STEP 2. YARN. After the cotton is harvested, it needs to be spun into yarn. This takes place at Parkdale Mills in Sanford, NC. Founded in 1916, Parkdale is a pioneer in the happy art of of zero-waste manufacturing. Discarded fiber is turned into products like cotton balls and swabs. Thread waste is used in insulation. Organic waste is turned into fertilizer and livestock food.

 

STEP 3. KNITTING. After the yarn is made, it needs to be knit into fabric. This is what the good folks at Contempora Fabrics do. Founded in Lumberton, NC in 1972, Contempora moved to partial employee ownership in 1984 and became wholly employee-owned in 1988. They're deeply involved in their community, supporting multiple local charities and employing high school students during summer break.

STEP 4. SEWING. The fabric is cut and sewn by yet another employee-owned company — Opportunity Threads in Morganton, NC. Based on a threefold ethical platform integrating social, environmental, and economic benefits for the local community, Opportunity Threads is part of a new generation of businesses reinventing American manufacturing in a way that gives workers a seat at the table.

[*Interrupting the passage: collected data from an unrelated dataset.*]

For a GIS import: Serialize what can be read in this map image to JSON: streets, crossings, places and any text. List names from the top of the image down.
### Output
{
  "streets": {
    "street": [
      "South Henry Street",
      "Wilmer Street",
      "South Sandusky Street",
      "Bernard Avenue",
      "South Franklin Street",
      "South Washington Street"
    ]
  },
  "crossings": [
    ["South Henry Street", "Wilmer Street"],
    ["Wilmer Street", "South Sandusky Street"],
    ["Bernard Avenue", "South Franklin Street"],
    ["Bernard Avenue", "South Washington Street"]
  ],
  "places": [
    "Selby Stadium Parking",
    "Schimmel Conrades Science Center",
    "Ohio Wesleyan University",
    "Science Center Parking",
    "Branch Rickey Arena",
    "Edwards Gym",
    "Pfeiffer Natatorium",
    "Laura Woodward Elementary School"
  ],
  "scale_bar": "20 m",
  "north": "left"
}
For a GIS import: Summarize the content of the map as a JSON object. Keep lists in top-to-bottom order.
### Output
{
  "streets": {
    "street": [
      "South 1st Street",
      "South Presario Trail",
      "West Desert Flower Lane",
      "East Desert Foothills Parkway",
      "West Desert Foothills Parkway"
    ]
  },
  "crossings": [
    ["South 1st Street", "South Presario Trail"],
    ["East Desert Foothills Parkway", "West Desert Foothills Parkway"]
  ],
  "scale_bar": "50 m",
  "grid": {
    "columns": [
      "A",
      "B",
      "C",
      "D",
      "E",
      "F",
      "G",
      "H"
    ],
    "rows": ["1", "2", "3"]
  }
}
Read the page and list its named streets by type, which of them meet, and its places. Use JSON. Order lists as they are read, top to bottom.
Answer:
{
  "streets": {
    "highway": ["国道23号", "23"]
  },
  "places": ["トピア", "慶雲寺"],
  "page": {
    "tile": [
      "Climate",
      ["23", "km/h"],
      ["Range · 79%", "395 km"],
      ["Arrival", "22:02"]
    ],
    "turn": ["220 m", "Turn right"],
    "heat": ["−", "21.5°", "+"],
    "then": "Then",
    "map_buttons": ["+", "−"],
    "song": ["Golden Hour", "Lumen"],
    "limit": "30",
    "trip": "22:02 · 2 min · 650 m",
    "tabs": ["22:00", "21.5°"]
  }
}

STEP 5. DYEING. At this point, all the shirts are white. The dyeing is done by T.S. Designs in in an old hosiery facility in downtown Burlington, NC. After nearly going out of business in 1993 when the North American Free Trade Agreement sent manufactures to Mexico in search of lower prices, T.S. Designs reinvented itself as a triple bottom line company, holding themselves accountable for People, the Planet and Profits. It's all part of our efforts to revive and re-purpose the American community of making things, so it's fair and rewarding for everyone involved.